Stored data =
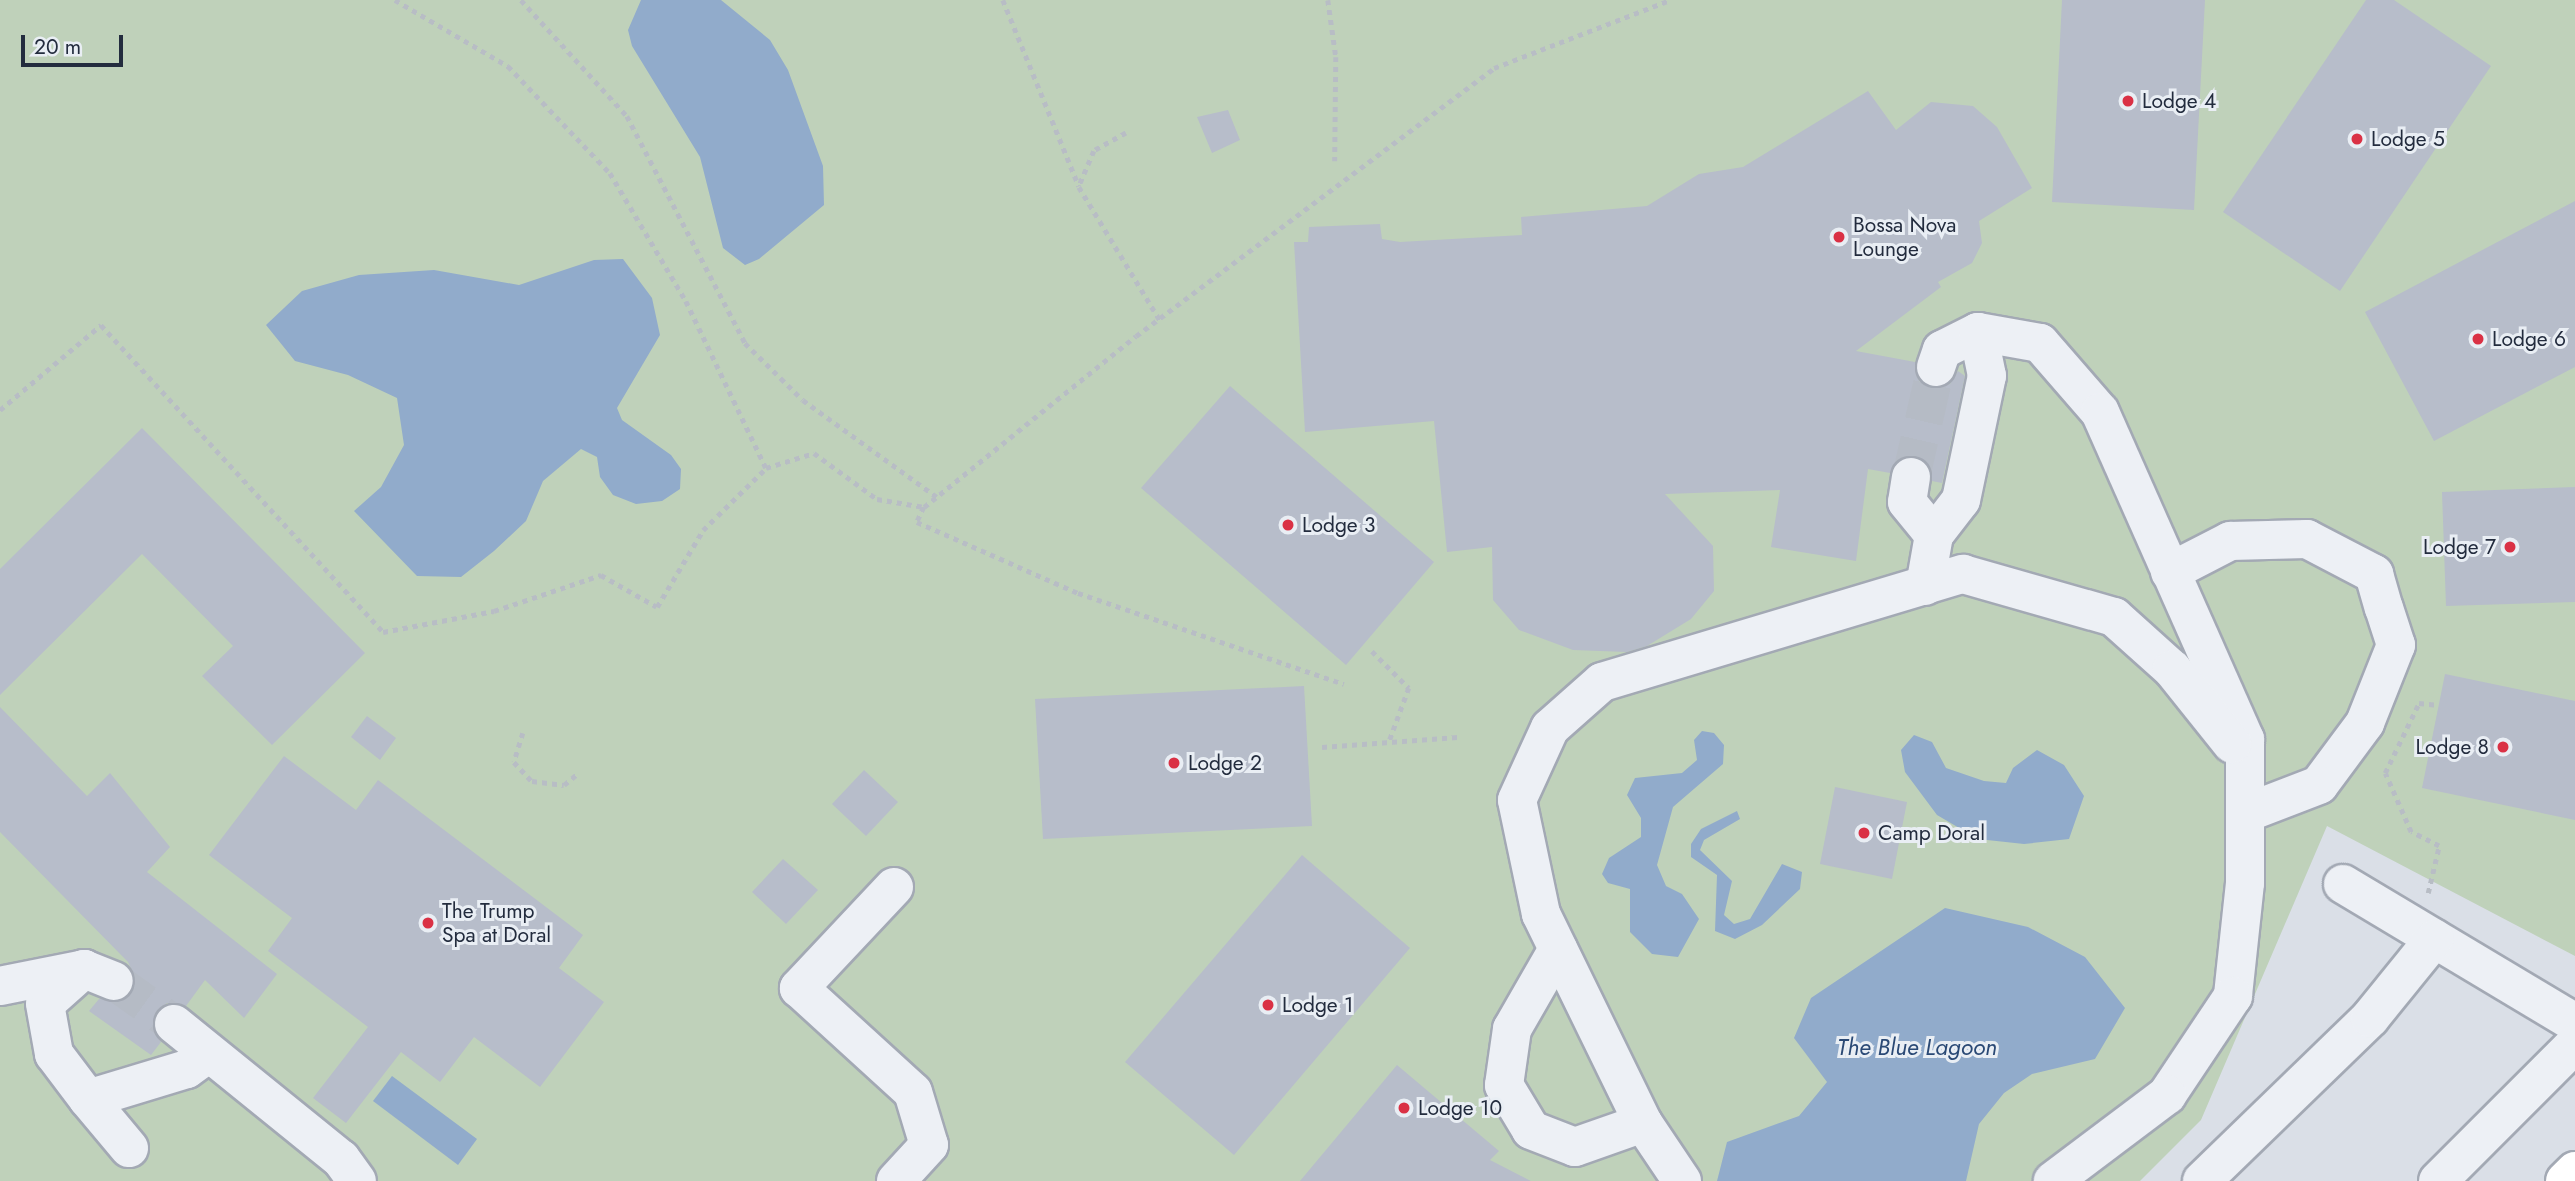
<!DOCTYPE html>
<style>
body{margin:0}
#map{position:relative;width:2575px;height:1181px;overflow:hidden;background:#dadfe7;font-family:Jost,sans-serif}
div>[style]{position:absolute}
.green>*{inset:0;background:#bfd1ba}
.water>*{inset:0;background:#91abcb}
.building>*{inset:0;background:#b7bdca}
.minor-tunnel>*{height:38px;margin-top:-19px;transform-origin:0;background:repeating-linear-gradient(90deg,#b5bbc5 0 38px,transparent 0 57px)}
.path>*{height:4.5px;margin-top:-2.25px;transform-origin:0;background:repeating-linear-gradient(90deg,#b8bdc5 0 5px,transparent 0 10px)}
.roads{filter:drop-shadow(2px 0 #a3a9b4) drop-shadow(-2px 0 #a3a9b4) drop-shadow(0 2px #a3a9b4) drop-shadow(0 -2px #a3a9b4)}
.minor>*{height:38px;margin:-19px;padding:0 19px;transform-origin:19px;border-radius:19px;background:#edf0f5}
.major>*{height:38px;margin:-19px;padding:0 19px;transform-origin:19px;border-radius:19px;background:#fff}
.dots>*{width:19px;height:19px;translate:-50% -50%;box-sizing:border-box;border:4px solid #e9eef4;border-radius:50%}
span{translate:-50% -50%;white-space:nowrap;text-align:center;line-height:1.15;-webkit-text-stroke:6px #e9eef4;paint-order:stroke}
.poi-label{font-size:21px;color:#232c3e}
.left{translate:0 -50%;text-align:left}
.right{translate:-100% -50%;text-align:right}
.water-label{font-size:23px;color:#2a4975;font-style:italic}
.scale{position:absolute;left:21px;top:35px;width:102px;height:32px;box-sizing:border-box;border:4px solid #232c3e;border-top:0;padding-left:9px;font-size:21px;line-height:24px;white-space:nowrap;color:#232c3e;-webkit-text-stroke:5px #e9eef4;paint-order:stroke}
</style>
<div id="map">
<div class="green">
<div style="clip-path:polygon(0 0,2575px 0,2575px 956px,2327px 826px,2201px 1120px,2140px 1181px,0 1181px)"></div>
</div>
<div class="water">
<div style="clip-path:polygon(641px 0,721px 0,770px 40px,788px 70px,823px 166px,824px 205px,759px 259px,745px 265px,723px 248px,700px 157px,632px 46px,628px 30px)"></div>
<div style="clip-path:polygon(623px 259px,652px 298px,660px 335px,617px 408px,622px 420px,671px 455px,681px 469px,680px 489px,662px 501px,636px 504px,613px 495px,600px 477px,597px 457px,581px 449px,543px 481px,526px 521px,494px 551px,461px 577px,417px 576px,354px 511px,381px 487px,404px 445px,397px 398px,348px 375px,295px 361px,266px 325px,302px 291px,359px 275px,434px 270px,519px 285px,594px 260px)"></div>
<div style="clip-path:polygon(1702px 731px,1714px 733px,1724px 745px,1723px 764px,1673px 807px,1657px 865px,1666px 886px,1682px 894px,1699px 919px,1678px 957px,1652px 954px,1630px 932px,1630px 889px,1608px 883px,1602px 874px,1609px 858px,1641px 837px,1641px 818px,1627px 795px,1635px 778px,1682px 773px,1697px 760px,1694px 740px)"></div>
<div style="clip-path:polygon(1914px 735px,1932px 742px,1946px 768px,1984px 781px,2006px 783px,2013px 768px,2037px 750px,2064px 765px,2084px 796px,2069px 839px,2024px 844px,1978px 839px,1937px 815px,1905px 772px,1901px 750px)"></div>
<div style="clip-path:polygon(1737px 811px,1740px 819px,1704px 840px,1700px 850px,1732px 881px,1724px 915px,1734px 924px,1750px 919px,1782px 864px,1802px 872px,1800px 889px,1762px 925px,1735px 939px,1715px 931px,1717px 875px,1691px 857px,1691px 844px,1701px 829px)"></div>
<div style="clip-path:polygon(1945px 908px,2028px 927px,2085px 957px,2125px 1008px,2095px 1059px,2032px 1074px,2004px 1093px,1979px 1124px,1966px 1181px,1717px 1181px,1727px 1142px,1799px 1116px,1827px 1082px,1794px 1038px,1811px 998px)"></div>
<div style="clip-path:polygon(392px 1076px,477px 1139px,458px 1165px,373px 1101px)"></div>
</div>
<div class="building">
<div style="clip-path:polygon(2062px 0,2205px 0,2194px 210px,2052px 202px)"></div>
<div style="clip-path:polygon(2366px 0,2394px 0,2491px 66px,2340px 291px,2223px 212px)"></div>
<div style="clip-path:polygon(1868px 91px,1896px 130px,1931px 102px,1973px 106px,1997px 127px,2032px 188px,1979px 221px,1982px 243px,1972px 263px,1938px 282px,1941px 287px,1856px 351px,1915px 362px,1919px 381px,1929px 388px,1950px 384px,1958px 371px,1965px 376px,1942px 483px,1932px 481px,1931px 469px,1915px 456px,1903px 457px,1890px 473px,1868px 469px,1856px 561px,1771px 547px,1780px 490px,1665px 494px,1713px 546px,1714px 591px,1691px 619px,1647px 646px,1627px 652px,1573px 650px,1519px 630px,1493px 600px,1492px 547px,1447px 552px,1434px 421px,1305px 432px,1294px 242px,1308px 242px,1309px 227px,1380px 224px,1382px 239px,1400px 242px,1522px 235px,1521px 217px,1647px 206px,1699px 174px,1743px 167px)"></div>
<div style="clip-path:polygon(1228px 110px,1240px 140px,1212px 153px,1197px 117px)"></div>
<div style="clip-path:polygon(2575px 201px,2575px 367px,2434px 441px,2365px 312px)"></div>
<div style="clip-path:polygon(1230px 386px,1434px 562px,1346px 665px,1141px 488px)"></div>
<div style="clip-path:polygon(142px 428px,365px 653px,272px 745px,202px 676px,233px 646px,142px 554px,0 695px,0 569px)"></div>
<div style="clip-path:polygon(2575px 487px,2575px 602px,2446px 606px,2442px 492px)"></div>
<div style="clip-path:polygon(2445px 674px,2575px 701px,2575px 820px,2422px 788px)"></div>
<div style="clip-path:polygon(1304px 686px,1312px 826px,1043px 839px,1035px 699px)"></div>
<div style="clip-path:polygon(0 707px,87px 796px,110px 773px,170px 847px,147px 872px,277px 974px,244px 1018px,205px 980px,186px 1006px,167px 1003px,157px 1011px,153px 1031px,161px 1042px,151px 1055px,89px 1011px,99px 999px,127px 999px,135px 977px,128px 962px,0 832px)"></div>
<div style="clip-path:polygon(367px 716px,396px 738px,380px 760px,351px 737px)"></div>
<div style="clip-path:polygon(284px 756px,356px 810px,378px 780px,583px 935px,559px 968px,604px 1002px,540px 1087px,474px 1037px,440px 1082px,401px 1052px,346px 1123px,313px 1098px,368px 1027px,268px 951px,292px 918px,209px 855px)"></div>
<div style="clip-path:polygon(864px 770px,898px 802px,866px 836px,832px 804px)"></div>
<div style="clip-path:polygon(1835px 787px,1907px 802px,1892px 879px,1820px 864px)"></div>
<div style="clip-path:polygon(1302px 855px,1410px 948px,1234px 1155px,1125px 1062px)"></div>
<div style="clip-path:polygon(783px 859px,818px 890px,786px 924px,752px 892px)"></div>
<div style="clip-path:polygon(1397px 1065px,1499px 1151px,1490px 1160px,1531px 1181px,1300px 1181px)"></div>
</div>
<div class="minor-tunnel">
<div style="left:1911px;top:477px;width:113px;rotate:-77.2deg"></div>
<div style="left:114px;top:981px;width:74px;rotate:35.6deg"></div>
</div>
<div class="path">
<div style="left:395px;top:0;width:131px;rotate:30.3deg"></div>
<div style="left:508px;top:66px;width:148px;rotate:46.4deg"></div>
<div style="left:610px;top:173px;width:149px;rotate:59.3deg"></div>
<div style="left:686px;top:301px;width:185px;rotate:64.4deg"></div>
<div style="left:521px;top:0;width:157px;rotate:47.6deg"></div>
<div style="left:627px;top:116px;width:256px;rotate:62.5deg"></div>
<div style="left:745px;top:343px;width:81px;rotate:44.5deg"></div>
<div style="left:803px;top:400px;width:165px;rotate:35.9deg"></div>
<div style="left:1003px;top:0;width:201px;rotate:67.8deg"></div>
<div style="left:1328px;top:0;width:58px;rotate:82deg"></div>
<div style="left:1336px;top:57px;width:104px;rotate:90.6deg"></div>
<div style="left:1126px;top:133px;width:37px;rotate:151deg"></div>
<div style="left:1094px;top:151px;width:39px;rotate:113deg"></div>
<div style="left:1079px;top:187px;width:156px;rotate:58.7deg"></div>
<div style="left:0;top:410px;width:132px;rotate:-40.1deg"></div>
<div style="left:101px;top:325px;width:417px;rotate:47.4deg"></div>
<div style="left:383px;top:632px;width:113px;rotate:-10.7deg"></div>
<div style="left:494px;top:611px;width:113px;rotate:-18.6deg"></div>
<div style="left:601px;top:575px;width:64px;rotate:29.7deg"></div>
<div style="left:657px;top:607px;width:90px;rotate:-59.1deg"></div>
<div style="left:703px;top:530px;width:88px;rotate:-44.5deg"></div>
<div style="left:766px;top:468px;width:50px;rotate:-17.4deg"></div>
<div style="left:814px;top:453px;width:78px;rotate:36.1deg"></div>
<div style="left:877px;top:499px;width:48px;rotate:9.7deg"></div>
<div style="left:924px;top:507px;width:272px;rotate:-38.9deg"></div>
<div style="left:1136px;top:336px;width:447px;rotate:-36.8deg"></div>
<div style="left:1494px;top:68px;width:189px;rotate:-21.1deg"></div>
<div style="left:924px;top:507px;width:17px;rotate:115deg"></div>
<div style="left:917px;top:522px;width:176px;rotate:23.8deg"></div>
<div style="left:1078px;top:593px;width:281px;rotate:18.9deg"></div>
<div style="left:1372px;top:651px;width:52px;rotate:45deg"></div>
<div style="left:1409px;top:688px;width:58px;rotate:110.3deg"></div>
<div style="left:523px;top:733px;width:30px;rotate:107deg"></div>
<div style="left:514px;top:762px;width:26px;rotate:47deg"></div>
<div style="left:532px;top:781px;width:32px;rotate:7deg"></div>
<div style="left:564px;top:785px;width:17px;rotate:-40deg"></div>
<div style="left:1322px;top:747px;width:136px;rotate:-4.2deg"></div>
<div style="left:2428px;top:893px;width:48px;rotate:-76.8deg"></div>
<div style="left:2439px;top:846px;width:31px;rotate:-153deg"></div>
<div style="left:2411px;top:832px;width:64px;rotate:-113.8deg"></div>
<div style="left:2385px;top:773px;width:78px;rotate:-64.1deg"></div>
<div style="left:2419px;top:703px;width:20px;rotate:6deg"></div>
</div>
<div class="roads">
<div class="minor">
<div style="left:1936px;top:367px;width:18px;rotate:-71deg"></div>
<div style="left:1942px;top:350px;width:40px;rotate:-26.6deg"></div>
<div style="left:1911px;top:477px;width:25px;rotate:99deg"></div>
<div style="left:1907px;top:502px;width:43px;rotate:50.7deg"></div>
<div style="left:2170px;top:572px;width:68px;rotate:-27.3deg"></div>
<div style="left:2230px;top:541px;width:77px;rotate:-1.5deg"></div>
<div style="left:2307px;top:539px;width:76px;rotate:27.6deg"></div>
<div style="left:2374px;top:574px;width:35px;rotate:74deg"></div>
<div style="left:2384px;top:608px;width:39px;rotate:72deg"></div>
<div style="left:2396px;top:645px;width:84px;rotate:111.7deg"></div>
<div style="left:2365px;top:723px;width:77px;rotate:126.6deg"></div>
<div style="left:2319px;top:785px;width:78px;rotate:159deg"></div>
<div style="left:1925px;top:586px;width:52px;rotate:-80deg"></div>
<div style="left:1934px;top:535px;width:44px;rotate:-52.4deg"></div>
<div style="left:1961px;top:500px;width:127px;rotate:-78.2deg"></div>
<div style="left:1987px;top:376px;width:45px;rotate:-101.6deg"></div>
<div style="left:1978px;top:332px;width:63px;rotate:10.1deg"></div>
<div style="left:2040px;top:343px;width:91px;rotate:49deg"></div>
<div style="left:2100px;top:412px;width:358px;rotate:66.1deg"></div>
<div style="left:2245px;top:739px;width:144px;rotate:90deg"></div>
<div style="left:2245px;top:883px;width:114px;rotate:96.1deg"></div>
<div style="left:2233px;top:996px;width:119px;rotate:123.7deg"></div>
<div style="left:2167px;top:1095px;width:143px;rotate:143deg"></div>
<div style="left:2343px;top:884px;width:270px;rotate:30.9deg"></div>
<div style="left:894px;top:887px;width:139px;rotate:133.2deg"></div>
<div style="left:799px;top:988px;width:154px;rotate:42.4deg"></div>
<div style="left:913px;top:1092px;width:55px;rotate:73.2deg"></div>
<div style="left:929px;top:1145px;width:49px;rotate:132.5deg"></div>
<div style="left:1558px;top:949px;width:92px;rotate:119.9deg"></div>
<div style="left:1512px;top:1029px;width:57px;rotate:98.1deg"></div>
<div style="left:1504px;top:1085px;width:52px;rotate:59deg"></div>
<div style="left:1531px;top:1130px;width:47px;rotate:21.1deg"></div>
<div style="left:1575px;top:1147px;width:72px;rotate:-19.4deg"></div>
<div style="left:84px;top:969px;width:52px;rotate:138.1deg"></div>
<div style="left:45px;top:1004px;width:51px;rotate:79.8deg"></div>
<div style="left:54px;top:1054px;width:56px;rotate:52.9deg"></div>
<div style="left:88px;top:1099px;width:103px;rotate:-16.9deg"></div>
<div style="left:187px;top:1069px;width:26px;rotate:-36deg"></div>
<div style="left:0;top:986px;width:86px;rotate:-11.4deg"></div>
<div style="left:84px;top:969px;width:32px;rotate:22deg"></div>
<div style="left:174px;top:1024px;width:215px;rotate:39deg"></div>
<div style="left:341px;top:1159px;width:27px;rotate:54deg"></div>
<div style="left:88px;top:1099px;width:64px;rotate:50.1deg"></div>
<div style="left:1682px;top:1181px;width:70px;rotate:-123.9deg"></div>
<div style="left:1643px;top:1123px;width:233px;rotate:-116deg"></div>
<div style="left:1541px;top:914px;width:116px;rotate:-101.9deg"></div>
<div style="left:1517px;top:800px;width:79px;rotate:-65.4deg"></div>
<div style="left:1550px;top:728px;width:69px;rotate:-41.5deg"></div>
<div style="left:1602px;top:682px;width:377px;rotate:-16.7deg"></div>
<div style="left:1963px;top:574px;width:157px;rotate:15.9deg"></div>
<div style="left:2114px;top:617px;width:78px;rotate:41.9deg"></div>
<div style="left:2172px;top:669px;width:96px;rotate:51.3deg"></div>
<div style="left:2202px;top:1181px;width:234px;rotate:-44.1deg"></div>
<div style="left:2370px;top:1018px;width:102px;rotate:-51deg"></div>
<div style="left:2438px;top:1181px;width:194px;rotate:-45deg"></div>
</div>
<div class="major">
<div style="left:2565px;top:1181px;width:14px;rotate:-45deg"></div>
</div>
</div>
<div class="dots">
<div style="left:2128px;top:101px;background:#da3145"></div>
<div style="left:2357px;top:139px;background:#da3145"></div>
<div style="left:1839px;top:237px;background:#da3145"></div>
<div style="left:2478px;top:339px;background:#da3145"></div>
<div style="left:1288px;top:525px;background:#da3145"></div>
<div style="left:2510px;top:547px;background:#da3145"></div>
<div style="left:2503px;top:747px;background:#da3145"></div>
<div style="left:1174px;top:763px;background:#da3145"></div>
<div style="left:1864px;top:833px;background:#da3145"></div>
<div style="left:428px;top:923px;background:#da3145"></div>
<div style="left:1268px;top:1005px;background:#da3145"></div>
<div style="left:1404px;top:1108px;background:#da3145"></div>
</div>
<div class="poi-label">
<span class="left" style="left:2142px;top:101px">Lodge 4</span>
<span class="left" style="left:2371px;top:139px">Lodge 5</span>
<span class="left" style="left:1853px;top:237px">Bossa Nova<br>Lounge</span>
<span class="left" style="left:2492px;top:339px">Lodge 6</span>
<span class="left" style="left:1302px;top:525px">Lodge 3</span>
<span class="right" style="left:2496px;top:547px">Lodge 7</span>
<span class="right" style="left:2489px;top:747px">Lodge 8</span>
<span class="left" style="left:1188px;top:763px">Lodge 2</span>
<span class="left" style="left:1878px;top:833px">Camp Doral</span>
<span class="left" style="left:442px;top:923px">The Trump<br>Spa at Doral</span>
<span class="left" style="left:1282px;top:1005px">Lodge 1</span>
<span class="left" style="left:1418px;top:1108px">Lodge 10</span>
</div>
<div class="water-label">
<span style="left:1917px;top:1047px">The Blue Lagoon</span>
</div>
<div class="scale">20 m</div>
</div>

PROMPT =
In the data above, please extract the lines from the first one through the line with "0 5px,transparent 0", exactly, and keep pictures out.

THE COMPLETED TASK =
<!DOCTYPE html>
<style>
body{margin:0}
#map{position:relative;width:2575px;height:1181px;overflow:hidden;background:#dadfe7;font-family:Jost,sans-serif}
div>[style]{position:absolute}
.green>*{inset:0;background:#bfd1ba}
.water>*{inset:0;background:#91abcb}
.building>*{inset:0;background:#b7bdca}
.minor-tunnel>*{height:38px;margin-top:-19px;transform-origin:0;background:repeating-linear-gradient(90deg,#b5bbc5 0 38px,transparent 0 57px)}
.path>*{height:4.5px;margin-top:-2.25px;transform-origin:0;background:repeating-linear-gradient(90deg,#b8bdc5 0 5px,transparent 0 10px)}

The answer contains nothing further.